Özellikle İsrail ve Filistin tarafları en az iki fırsat kaçırdılar. Birincisi, İzak Rabin'in Filistinlilere bazı haklar tanıyan girişimi ve bunun sonucunda 1995 yılında İsrailli bir aşırılık yanlısı tarafından öldürülen ilk İsrail başbakanı olması. İkinci fırsat ise Olmert'in (2006-2009 arasında başbakanlık yaptı) yine kabul edilmeyen planıydı ve o da İsrail'de yolsuzluk nedeniyle hapse atılan ilk başbakan oldu.
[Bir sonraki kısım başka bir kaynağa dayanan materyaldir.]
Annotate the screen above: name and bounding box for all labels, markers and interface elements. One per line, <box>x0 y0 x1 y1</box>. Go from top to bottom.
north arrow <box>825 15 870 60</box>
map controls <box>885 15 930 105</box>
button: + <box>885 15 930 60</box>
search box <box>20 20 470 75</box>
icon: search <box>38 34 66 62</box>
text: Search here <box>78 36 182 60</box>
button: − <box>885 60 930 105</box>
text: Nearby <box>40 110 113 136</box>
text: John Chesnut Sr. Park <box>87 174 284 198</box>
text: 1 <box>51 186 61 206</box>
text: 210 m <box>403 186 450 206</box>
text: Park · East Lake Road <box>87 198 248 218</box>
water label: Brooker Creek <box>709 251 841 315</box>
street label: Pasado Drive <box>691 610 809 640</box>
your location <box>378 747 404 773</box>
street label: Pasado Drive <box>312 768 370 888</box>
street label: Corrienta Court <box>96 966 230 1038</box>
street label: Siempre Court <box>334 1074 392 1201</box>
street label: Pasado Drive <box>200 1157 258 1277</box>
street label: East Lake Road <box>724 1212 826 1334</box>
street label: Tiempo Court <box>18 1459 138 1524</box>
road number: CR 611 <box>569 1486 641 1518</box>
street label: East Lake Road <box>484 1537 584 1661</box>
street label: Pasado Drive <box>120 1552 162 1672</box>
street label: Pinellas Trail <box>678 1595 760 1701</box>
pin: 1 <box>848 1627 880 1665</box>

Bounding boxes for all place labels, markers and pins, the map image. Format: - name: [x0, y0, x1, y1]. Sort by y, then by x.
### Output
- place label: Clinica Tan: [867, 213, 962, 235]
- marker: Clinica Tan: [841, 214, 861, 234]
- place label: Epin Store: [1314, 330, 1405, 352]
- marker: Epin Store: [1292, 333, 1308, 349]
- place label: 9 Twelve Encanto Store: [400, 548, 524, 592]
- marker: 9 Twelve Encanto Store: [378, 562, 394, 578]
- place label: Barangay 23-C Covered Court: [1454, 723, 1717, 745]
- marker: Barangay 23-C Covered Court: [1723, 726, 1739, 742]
Siyasette duygular yoktur, çıkarlar ve sahadaki gerçekler vardır. Ukrayna ve Filistin vakalarında bazı liderler arasında geleceğin daha iyi şeyler getirebileceğine dair bir algı var, ancak bu bir gerçeklikten ziyade bir umut olabilir. Zira Ukrayna ve Filistin halklarının sundukları ve her gözlemcinin açıkça görebileceği, aynı zamanda son derece acımasız olan fedakarlıklarına rağmen, zamana oynanan bahsin mutlaka kazanması gerekmiyor. İsrail, tüm iç sorunlarına rağmen ABD tarafından desteklenmeye devam edecek. Nedeni de İsrail’in kendisi değil, daha da önemli olan ABD iç siyasi etkileşimleridir. Çin'den Rusya, Hindistan ve geçmişte İsrail politikalarının şiddetli muhalifleri olan diğer ülkelere kadar, dünyanın dört bir yanından ülkeler İsrail ile iş birliği köprülerini genişletiyor.
Her iki örnekte de geleceğin daha iyi olacağını varsaymak gerçekçi olmayan bir varsayım ve tarih bize işin bu kadar basit olmadığını öğretiyor. Adalet ve haklar bilhassa uluslararası düzeyde görecelidir. Duygular üzerine umut inşa etmek, sağlam bilimsel analizlere dayalı politikalar inşa etmek gibi değildir. Dünyamızdaki bedbaht ulusların muzdarip olduğu husus da budur.
Son söz; siyasette doğru az da olsa yanlış, yanlış az da olsa doğru içerir!